[Start of section]

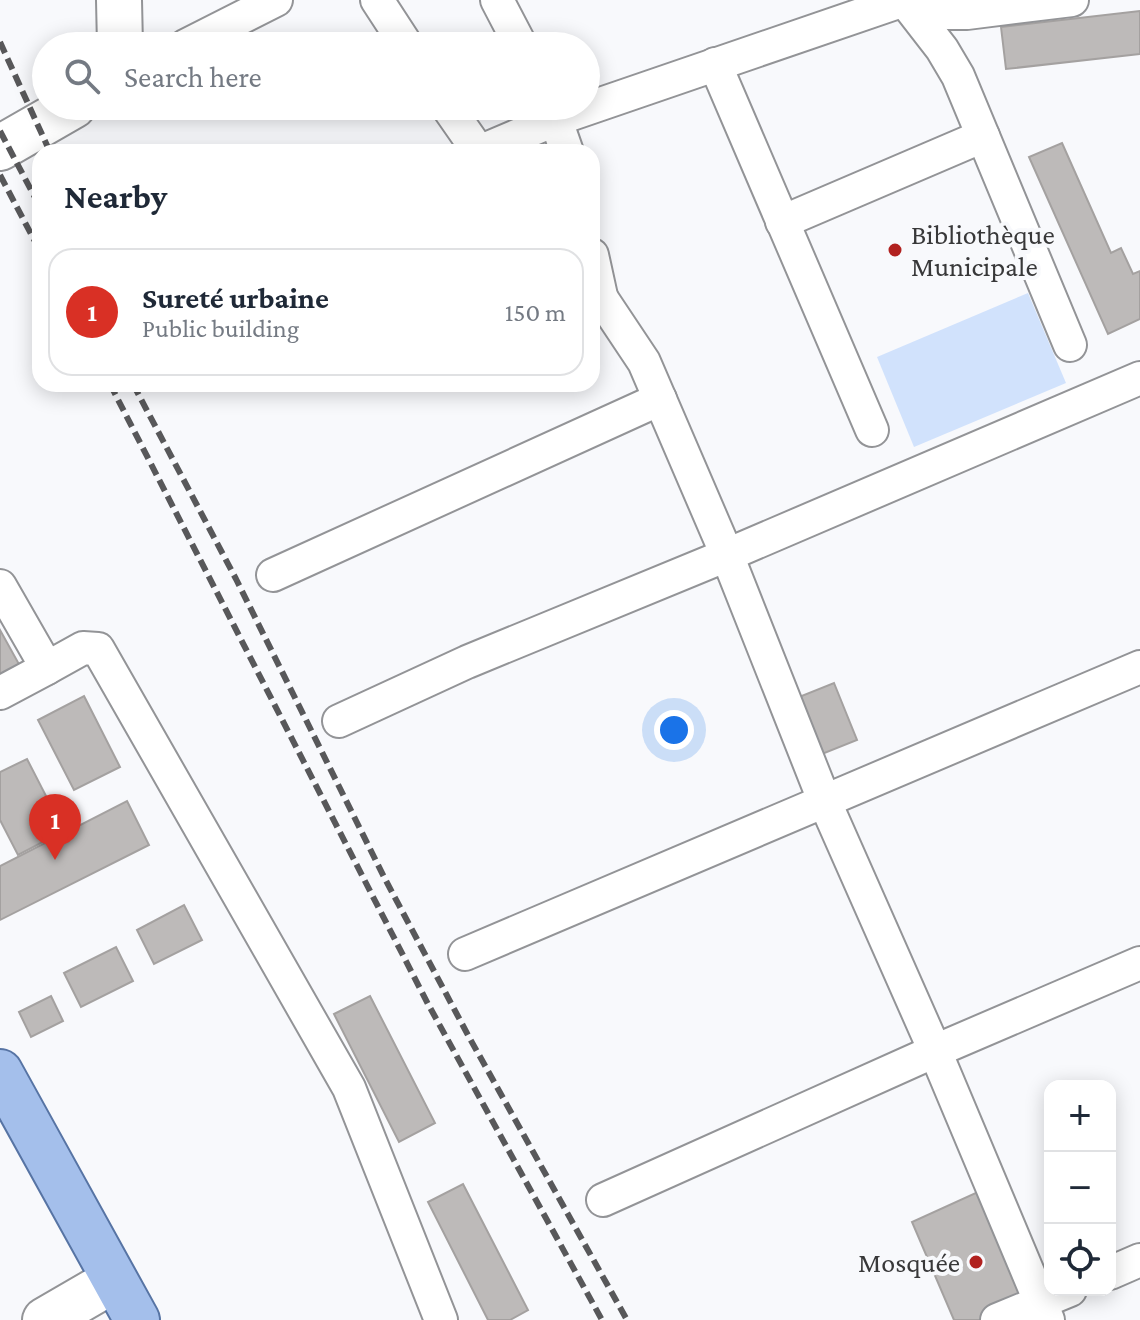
<!DOCTYPE html>
<meta charset="utf-8">
<style>
:root{--surface:#fff;--page:#f6f6f7;--text:#1f2937;--muted:#747a83;--line:#e0e1e3;--accent:#d93025}
body{margin:0;font-family:"Crimson Pro",serif;background:var(--page);color:var(--text)}
.controls{position:absolute;right:24px;bottom:24px;display:grid;overflow:hidden;border-radius:16px;box-shadow:0 4px 20px #0003}
.controls button{width:72px;height:72px;display:grid;place-items:center;padding:0;border:0;border-bottom:2px solid var(--line);background:var(--surface);color:var(--text);font:40px sans-serif}
.you{position:absolute;left:674px;top:730px;width:28px;height:28px;margin:-20px;border:6px solid #fff;border-radius:50%;background:#1a73e8;box-shadow:0 0 0 12px #1a73e833}
.badge{display:grid;place-items:center;width:52px;height:52px;border-radius:50%;background:var(--accent);color:#fff;font-size:26px;font-weight:700}
.pin{position:absolute;translate:-50% -66px;filter:drop-shadow(0 2px 4px #0008)}
.pin::after{content:'';position:absolute;top:42px;width:28px;height:24px;background:inherit;clip-path:polygon(0 0,100% 0,50% 100%)}
.list{margin:0;padding:0;list-style:none}
h2{display:flex;justify-content:space-between;align-items:center;height:104px;margin:0;padding:0 32px;font-size:34px}
h2 small{font-size:26px;font-weight:400;color:var(--muted)}
.list li{display:grid;grid-template-columns:52px 1fr auto;gap:24px;align-items:center;box-sizing:border-box;height:128px;margin:0 16px 16px;padding:0 16px;border:2px solid var(--line);border-radius:24px}
.list b{display:block;font-size:30px;white-space:nowrap}
.list p{margin:0;font-size:26px;white-space:nowrap;color:var(--muted)}
.list em{font-size:26px;font-style:normal;color:var(--muted)}
.icon{flex:none;width:44px;height:44px;fill:none;stroke:currentColor;stroke-width:2;stroke-linecap:round;stroke-linejoin:round}
.map{position:relative;flex:none;width:1140px;height:1320px;overflow:hidden}
.search{position:absolute;background:var(--surface);box-shadow:0 4px 20px #0003;left:32px;top:32px;width:568px;height:88px;display:flex;align-items:center;gap:20px;box-sizing:border-box;padding:0 28px;border-radius:44px;color:var(--muted);font-size:30px}
.panel{position:absolute;background:var(--surface);box-shadow:0 4px 20px #0003;left:32px;top:144px;width:568px;height:248px;border-radius:24px}
.map>svg:first-child{display:block}
.green{fill:#d1e2fc}
.building{fill:#bdbab9;stroke:#a4a1a0;stroke-width:2}
.lines{fill:none;stroke-linecap:round;stroke-linejoin:round}
.street-casing{stroke:#939497;stroke-width:36}
.secondary-casing{stroke:#939497;stroke-width:48}
.primary-casing{stroke:#5774a4;stroke-width:48}
.street{stroke:#fff;stroke-width:32}
.secondary{stroke:#fff;stroke-width:44}
.primary{stroke:#a4bfeb;stroke-width:44}
.rail{stroke:#58585a;stroke-width:6;stroke-dasharray:12 6;stroke-linecap:butt}
.poi-dot{fill:#b1211f;stroke:#f8f9fc;stroke-width:3}
.labels{text-anchor:middle;stroke-width:8;stroke-linejoin:round;paint-order:stroke}
.poi-label{font-size:28px;fill:#383839;stroke:#f8f9fc;text-anchor:start}
</style>
<div class="map">
<svg width="1140" height="1320" viewBox="0 0 1140 1320">
<rect width="100%" height="100%" fill="#f8f9fc"/>
<polygon class="green" points="1028,293 1066,383 914,447 877,357"/>
<g class="building">
<polygon points="1140,11 1140,54 1006,69 1001,27"/>
<polygon points="1062,143 1111,253 1121,248 1133,274 1140,271 1140,319 1108,334 1029,157"/>
<polygon points="0,630 20,666 0,677"/>
<polygon points="834,683 857,740 822,754 799,697"/>
<polygon points="84,696 120,767 74,790 38,720"/>
<polygon points="27,759 64,831 18,855 0,820 0,772"/>
<polygon points="127,801 149,845 0,920 0,866"/>
<polygon points="184,905 202,940 154,964 137,930"/>
<polygon points="116,947 133,981 81,1007 64,973"/>
<polygon points="51,996 63,1021 31,1037 19,1012"/>
<polygon points="370,996 435,1123 399,1142 334,1014"/>
<polygon points="463,1184 528,1310 510,1320 488,1320 428,1202"/>
<polygon points="991,1186 1040,1302 997,1320 954,1320 912,1222"/>
</g>
<g class="lines">
<g class="street-casing">
<g id="street">
<polyline points="377,0 407,46"/>
<polyline points="497,0 521,46"/>
<polyline points="904,0 942,49 958,76 1070,345"/>
<polyline points="904,0 947,13 967,13 1072,0"/>
<polyline points="185,46 276,0"/>
<polyline points="715,64 872,430"/>
<polyline points="447,106 479,152"/>
<polyline points="551,106 567,152"/>
<polyline points="479,152 557,119 904,0"/>
<polyline points="782,222 983,136"/>
<polyline points="592,255 601,296"/>
<polyline points="592,284 644,362 727,555 824,800 935,1051 1048,1320"/>
<polyline points="273,575 660,399"/>
<polyline points="0,586 47,668 83,648 98,649 349,1088 441,1320"/>
<polyline points="0,693 47,668"/>
<polyline points="339,721 467,662 727,555 1140,378"/>
<polyline points="465,954 1140,667"/>
<polyline points="603,1200 935,1051 1140,963"/>
<polyline points="1110,1273 1140,1260"/>
<polyline points="997,1320 1070,1290"/>
</g>
</g>
<g class="secondary-casing">
<g id="secondary">
<polyline points="119,0 120,46"/>
<polyline points="0,148 73,106"/>
<polyline points="45,1320 114,1280"/>
</g>
</g>
<g class="primary-casing">
<polyline id="primary" points="0,1072 137,1320"/>
</g>
<use href="#street" class="street"/>
<use href="#secondary" class="secondary"/>
<use href="#primary" class="primary"/>
<g class="rail">
<polyline points="0,42 50,152"/>
<polyline points="0,131 40,207"/>
<polyline points="0,175 40,251"/>
<polyline points="110,384 428,1004 602,1320"/>
<polyline points="133,384 236,579 384,877 469,1037 627,1320"/>
</g>
</g>
<g class="poi-dot">
<circle cx="895" cy="250" r="8"/>
<circle cx="976" cy="1262" r="8"/>
</g>
<g class="labels">
<g class="poi-label">
<text x="911" y="244">Bibliothèque<tspan x="911" dy="32">Municipale</tspan></text>
<text x="960" y="1272" text-anchor="end">Mosquée</text>
</g>
</g>
</svg>
<div class="controls">
<button>+</button>
<button>−</button>
<button><svg class="icon" aria-label="locate" viewBox="0 0 24 24"><circle cx="12" cy="12" r="6"/><path d="M12 2v4M12 18v4M2 12h4M18 12h4"/></svg></button>
</div>
<div class="you"></div>
<div class="pin badge" style="left:55px;top:860px">1</div>
<div class="search"><svg class="icon" aria-label="search" viewBox="0 0 24 24"><circle cx="10" cy="10" r="6"/><path d="M15 15l6 6"/></svg>Search here</div>
<section class="panel">
<h2>Nearby<small></small></h2>
<ul class="list">
<li><span class="badge">1</span><div><b>Sureté urbaine</b><p>Public building</p></div><em>150 m</em></li>
</ul>
</section>
</div>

[End of section]

TASK INSTRUCTIONS ::
Nothing but a number should be given: the count of lines in the material where the string "icon" occurs.

ANSWER AREA ::
3